For once and for all, would you kindly tell us where you stand on the utopian nonsense that "high density" is the solution to the problems you allege civilisation to be facing.

Your logic is all over the map.

You tell Hugh he should be playing a constructive role in the development of "post fossil fuel" urban form. Solar friendly, self sustaining, etc.

Why do you always jump in in these arguments, on the side of the "urban growth constraint" idiots? I see no logic in your arguments unless you also support LARGER sections for homes - which means no urban growth boundaries, and low cost land. This is precisely what Hugh IS arguing for - and myself.

I have also been consistently arguing that "dispersed employment" is the natural free market response to these problems, and it so happens that there is a high correlation between dispersion of employment, and the productivity of urban economies. The economically most productive urban economies also happen to have by far the highest resilience in the face of the resource shocks that you allege to be coming.

I simply do not see advocates as having any credibility, when they use Malthusian doomsaying as an excuse for social engineering via urban form policy, that will decrease our resilience to the alleged future shocks and worsen the collapse and starvation in the event that it occurs. Meanwhile, it will be the "most sprawling" cities in the world, especially in Southern USA, that will survive - while idiot utopian "smart growth" cities will have collapsed in chaos.

The economic outcomes of urban growth constraint are self fulfilling prophecies anyway. These cause economic collapse by themselves, regardless what happens to resources. One glaringly obvious factor, is that people in low cost land cities, have far more disposable income.
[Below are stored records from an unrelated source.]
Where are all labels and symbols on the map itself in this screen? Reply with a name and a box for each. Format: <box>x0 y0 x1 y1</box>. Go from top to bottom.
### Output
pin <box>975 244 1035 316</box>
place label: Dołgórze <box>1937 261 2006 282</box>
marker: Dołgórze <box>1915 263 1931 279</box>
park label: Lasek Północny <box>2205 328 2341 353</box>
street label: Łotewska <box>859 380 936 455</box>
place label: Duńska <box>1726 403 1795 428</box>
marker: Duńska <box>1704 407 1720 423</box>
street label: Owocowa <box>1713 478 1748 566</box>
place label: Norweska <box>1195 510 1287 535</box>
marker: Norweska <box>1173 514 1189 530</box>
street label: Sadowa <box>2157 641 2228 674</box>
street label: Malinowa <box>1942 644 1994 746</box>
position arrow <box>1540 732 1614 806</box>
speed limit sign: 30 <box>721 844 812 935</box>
IF resources start to run out, guess which people in which cities will still be able to afford to feed and clothe themselves and still be mobile to some extent?

"Solving" the alleged problems via urban growth constraint, is like "solving" someone's poor health and weak heart, by putting even more constrictions in their arteries instead of opening them up. The argument would be something like - "we can't rely on the bloodstream for much longer, therefore we'd better force the organs to do with less blood immediately".

But I know PDK does not have a single brain cell that can grasp any single principle of economics and its real life implications. Whereas I do understand the implications of resource runout, contrary to his accusations. I just say that the best course of action does not involve policies that make the outcome worse. The best course of action, and in fact the most moral one, is to let the free market and technology do their best. In the event one day, of famine and death due to resource scarcity, the suffering and loss will be the least possible under this scenario.

It is always the same when utopians want to "play God". The Bolsheviks, the Maoists, the Khmer Rouge, etc. The outcomes are always worse than the ills the utopians were allegedly addressing. Malthusian doomsaying and the associated utopian policies today, are just as ignorant and destructive, and if their political trajectory is not reversed, once great "enlightened" western civilisation will eventually be in for the next round of "great terror"/Bolshevism - probably much worse than ever before.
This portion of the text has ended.